Православие, инославие, иноверие - [35]
Однако опыт 1905–1908 годов показал автокефалистам, что, сохраняя терпение, они получат очень мало или вообще ничего. Поэтому когда самодержавие окончательно рухнуло в 1917 году, они быстро продемонстрировали, что не собираются ждать решения синодальных совещаний, подкомиссий или Всероссийского церковного собора. 12 марта 1917 года группа грузинских духовных и светских лиц в Мцхете, помолившись о благополучии нового Временного правительства, объявила, что их церковь отныне является автокефальной. В сентябре грузинская церковь выбрала Кириона католикосом. Временное правительство предоставило новой церкви условное признание на нетерриториальной основе, оговорив, что ее окончательный юридический статус будет определен Учредительным собранием, в то время как русские духовные и светские лица настаивали на том, что только Всероссийский церковный собор может принять окончательное решение о грузинской автокефалии. Когда Всероссийский собор все же собрался в августе 1917 года, грузинское духовенство не стало в нем участвовать и отказалось признать Тихона (Беллавина), избранного патриархом русской церкви. Грузинские епископы отвергли требование Тихона подчиниться его власти и вместо этого направили ему послание, в котором католикос – уже Леонид, избранный в 1918 году после смерти Кириона, – снова отстаивал канонические основы автокефалии и утверждал, что сам Господь создал условия, благодаря которым грузинская церковь наконец восстановила свои права в 1917 году. Грузинская церковь, с этого момента ставшая «схизматической» с точки зрения русской церкви, получила от последней признание своего самостоятельного статуса только в 1943 году[266].
Заключение
В православии начала XX века национальность стала неоспоримой реальностью. Православный мир все больше дробился на ряд отдельных независимых национальных церквей – и эта раздробленность еще более углубилась, когда были приняты декларации об автокефалии на Украине (1921) и в Албании (1922)[267]. Но неспособность православия сдержать националистические тенденции была вызвана не только стремлением подчиненных этнических групп к большей церковной автономии по отношению к наднациональной церковной элите. Эта элита сама постепенно усваивала национальную идею и желала если не напрямую проводить эллинизацию и обрусение, то, по крайней мере, сохранить господствующее положение греков и русских в высшей церковной администрации. В этом отношении о многом говорит высказывание митрополита Московского Филарета (Дроздова) в середине 1860-х годов. Хотя и воздерживаясь по каноническим соображениям от вмешательства в греко-болгарский конфликт и признавая необходимость компромисса с обеих сторон, Филарет писал, что «греки отвергают начало национальности, но в самом деле действуют для сохранения господства своей национальности и не вспоминают, что Дух Святой признал начало национальностей, когда ниспослал церкви дар языков, чтобы каждая национальность на своем языке имела учителей веры и богослужение»[268]. А в начале XX века грузины выдвинули подобные обвинения против русского церковного господства. Несомненно, многие церковные иерархи по-прежнему хотели стоять над национальными различиями в интересах церковного единства, подобно тому как признание национальности само по себе не подразумевало защиты автокефалии. Но мы можем утверждать по меньшей мере, что некоторые аспекты политики и практики русских и греческих иерархов укрепили в тех, на ком эта деятельность отражалась, националистические и партикуляристские, а не экуменические тенденции. Таким образом, обе стороны внесли свой вклад в национализацию православия и его дробление по этническому признаку.

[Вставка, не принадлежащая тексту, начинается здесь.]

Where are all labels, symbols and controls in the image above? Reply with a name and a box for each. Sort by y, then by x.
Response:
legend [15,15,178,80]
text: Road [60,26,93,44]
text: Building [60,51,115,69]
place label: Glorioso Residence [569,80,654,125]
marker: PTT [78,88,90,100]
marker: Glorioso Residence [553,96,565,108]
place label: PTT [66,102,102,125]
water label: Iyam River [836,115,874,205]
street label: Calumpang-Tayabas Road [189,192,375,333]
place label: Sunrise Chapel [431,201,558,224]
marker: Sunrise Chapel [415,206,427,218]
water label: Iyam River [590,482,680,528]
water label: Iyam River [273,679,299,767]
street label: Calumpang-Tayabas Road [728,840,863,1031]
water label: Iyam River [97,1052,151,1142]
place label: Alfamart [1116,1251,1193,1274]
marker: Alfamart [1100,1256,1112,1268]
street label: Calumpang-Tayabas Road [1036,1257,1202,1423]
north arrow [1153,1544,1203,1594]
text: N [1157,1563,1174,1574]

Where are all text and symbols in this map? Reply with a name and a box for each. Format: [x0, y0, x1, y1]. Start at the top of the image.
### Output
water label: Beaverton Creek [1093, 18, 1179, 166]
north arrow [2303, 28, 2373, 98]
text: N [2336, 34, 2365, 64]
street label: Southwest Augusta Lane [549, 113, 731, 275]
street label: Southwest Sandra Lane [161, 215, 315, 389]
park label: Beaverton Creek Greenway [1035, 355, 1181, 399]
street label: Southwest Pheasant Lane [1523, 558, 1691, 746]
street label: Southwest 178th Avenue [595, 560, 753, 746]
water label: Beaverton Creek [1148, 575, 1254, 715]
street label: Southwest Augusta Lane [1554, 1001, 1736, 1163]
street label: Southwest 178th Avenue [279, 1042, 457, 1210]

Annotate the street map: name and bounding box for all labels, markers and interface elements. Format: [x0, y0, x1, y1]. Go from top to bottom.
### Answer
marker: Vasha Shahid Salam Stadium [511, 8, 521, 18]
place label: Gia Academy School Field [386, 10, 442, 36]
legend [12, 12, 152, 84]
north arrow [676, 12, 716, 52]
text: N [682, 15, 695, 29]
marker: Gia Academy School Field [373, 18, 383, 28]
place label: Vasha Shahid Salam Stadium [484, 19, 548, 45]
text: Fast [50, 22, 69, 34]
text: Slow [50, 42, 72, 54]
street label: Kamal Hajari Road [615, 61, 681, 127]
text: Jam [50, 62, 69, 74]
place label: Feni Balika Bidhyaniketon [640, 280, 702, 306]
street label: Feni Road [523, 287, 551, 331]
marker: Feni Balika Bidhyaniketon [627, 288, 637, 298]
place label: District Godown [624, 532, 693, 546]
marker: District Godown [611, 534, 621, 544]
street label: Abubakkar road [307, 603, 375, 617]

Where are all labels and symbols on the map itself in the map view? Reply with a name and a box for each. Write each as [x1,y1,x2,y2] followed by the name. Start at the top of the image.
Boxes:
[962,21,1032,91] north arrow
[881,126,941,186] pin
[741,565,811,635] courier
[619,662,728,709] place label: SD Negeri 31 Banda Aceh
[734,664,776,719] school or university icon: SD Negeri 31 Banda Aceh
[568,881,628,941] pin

Грузинское дело явилось первым требованием православной автокефалии в Российской империи. Столкнувшись с оппозицией большинства церковных иерархов и с самодержавием, которое не желало дозволить реформы даже в русской церкви, автокефалистская идея имела мало шансов на успех на раннем этапе. Автокефалистская церковь в России серьезно бы осложнила функционирование гражданского порядка в империи, который покоился на религиозных основах. А обвинения в «сепаратизме», выдвинутые против автокефалистов более консервативными русскими комментаторами, тоже не способствовали тому, чтобы автокефалистские требования и устремления обрели законный статус. Однако стоит подчеркнуть, что даже в Турции и Австрии, где государство не было столь заинтересовано с идеологической точки зрения в единстве православия, борьба болгарских и румынских националистов за получение автокефалии продолжалась несколько десятилетий. В этом свете Грузия добилась автокефалии сравнительно быстро, даже если в конечном итоге решающим фактором в этом процессе стал крах царского режима.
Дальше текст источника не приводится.